David Cameron caused a furore in the House of Commons last month when he advised members of Parliament that he was proposing a new government incentive in which the energy companies would have to offer their customers the lowest priced tariff. His Energy Secretary Ed Davey made no comment at the time and it was thought the PM had shot himself in the foot, but now as the finer details of the Energy Bill are emerging, are customers better off before the bill or not? Well, in the short term no, possibly in the long term yes.
It seems that Cameron has used the low energy tariffs as a distraction for much more far reaching measures that will see household bills soar before they come down. So what is the problem and why has Cameron intervened?
There are two main points. The UK is under pressure, as are other EU countries, to clean up its act concerning ‘dirty’ power stations that are fuelled by gas and coal. The UK has to reduce its carbon emissions and it can only do this by reducing the amount of working coal power stations. This will help the UK meet its obligations regarding green environmental issues, according to European Law. However, by closing down these dirty stations we have a gap in the energy supply and this needs to be addressed. This is where the second main point comes in. The government has to invest in renewable energy sources such as wind farms and new, modern nuclear power stations, but it needs money to do this.
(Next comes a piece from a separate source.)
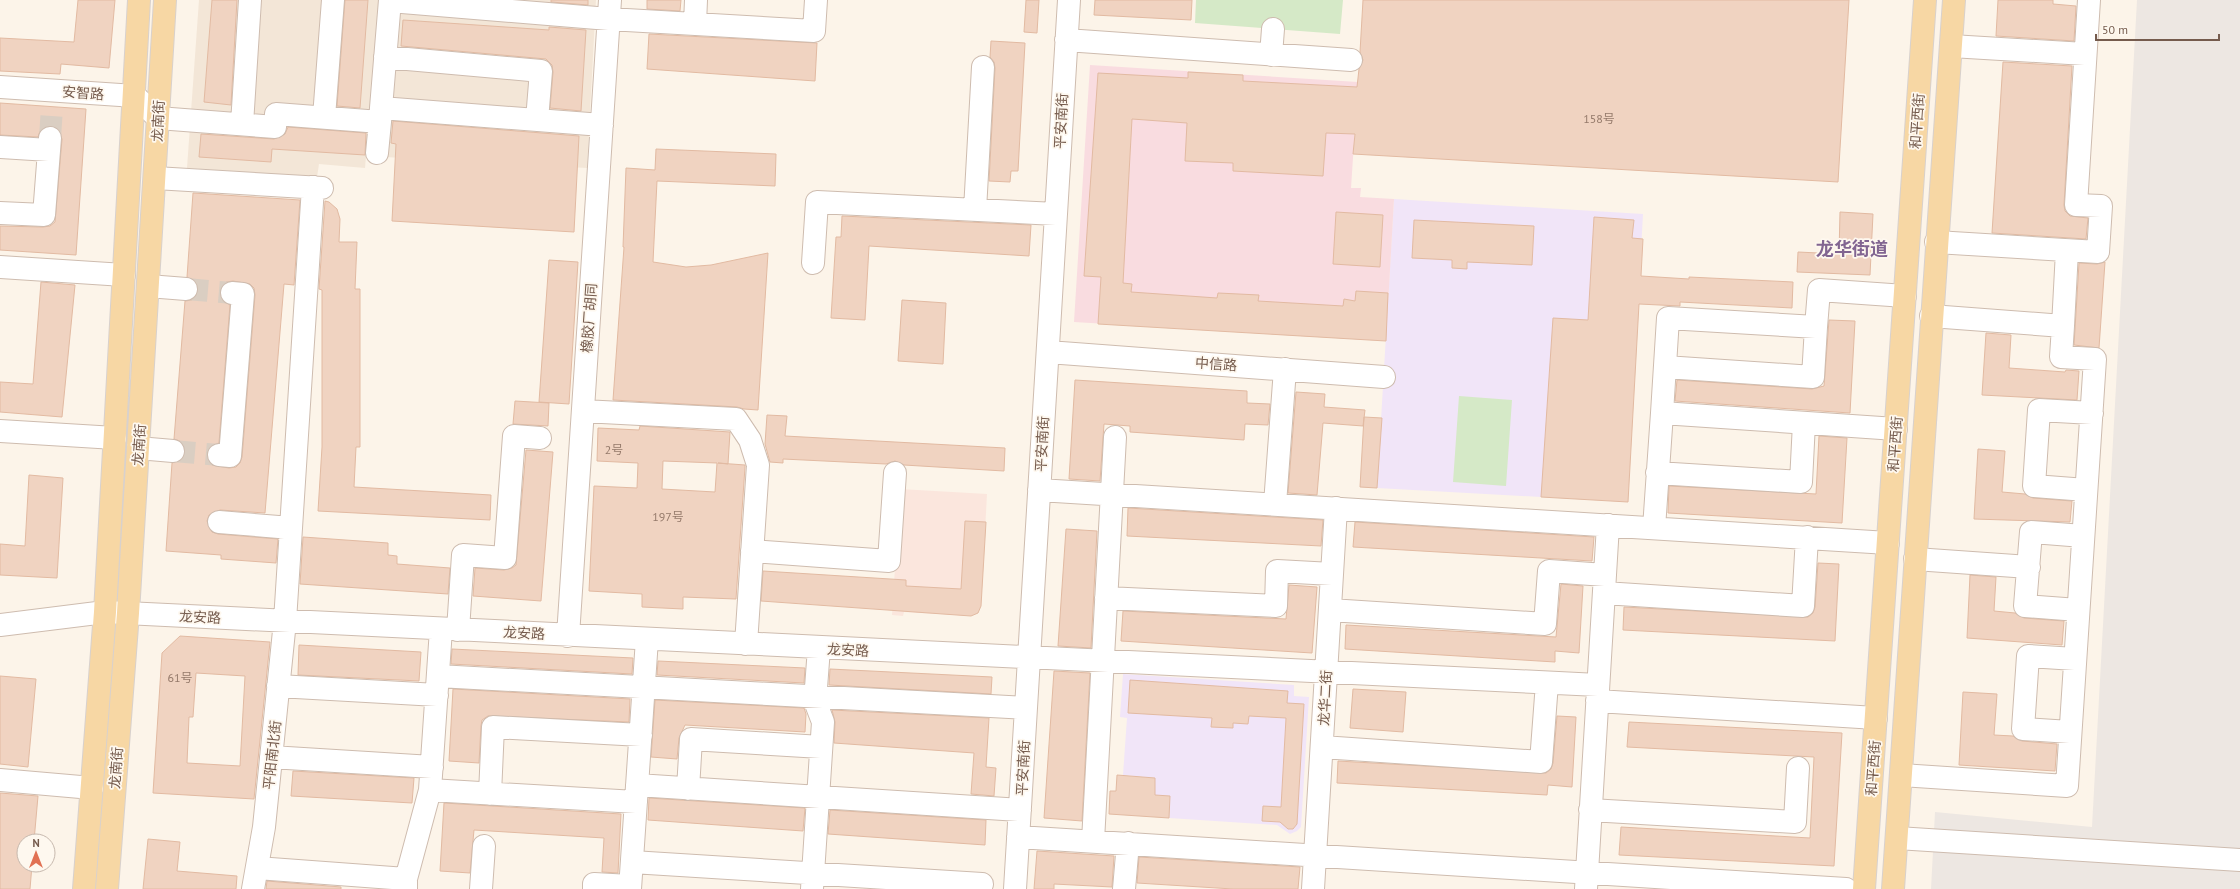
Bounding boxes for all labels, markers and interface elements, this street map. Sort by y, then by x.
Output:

In an effort to meet its targets, the government is closing some of the UK’s biggest coal-fired plants in the next five years and furthermore, a number of old nuclear power plants are also due to close in the 2020s. This means that the government now needs to be more self-sufficient for its energy, so it doesn’t have to rely on other countries to supply our power and is less dependent on volatile and increasingly expensive global gas and oil prices. However, all this requires an awful lot of money; billions in fact. To achieve this turnaround, the government is allowing all energy companies in the next eight years to add a total of £7.6bn to household bills, which will go towards constructing the new power plants, windfarms etc. And if you are wondering where they got this figure from, it is about the same amount as we currently spend on importing gas.
The government wants energy companies to invest heavily in cleaner energy supplies but they have had to assure them that they won’t be targeted by legislation or energy bills if they do. Otherwise, such energy companies would, understandably, be unwilling to invest such vast sums of money.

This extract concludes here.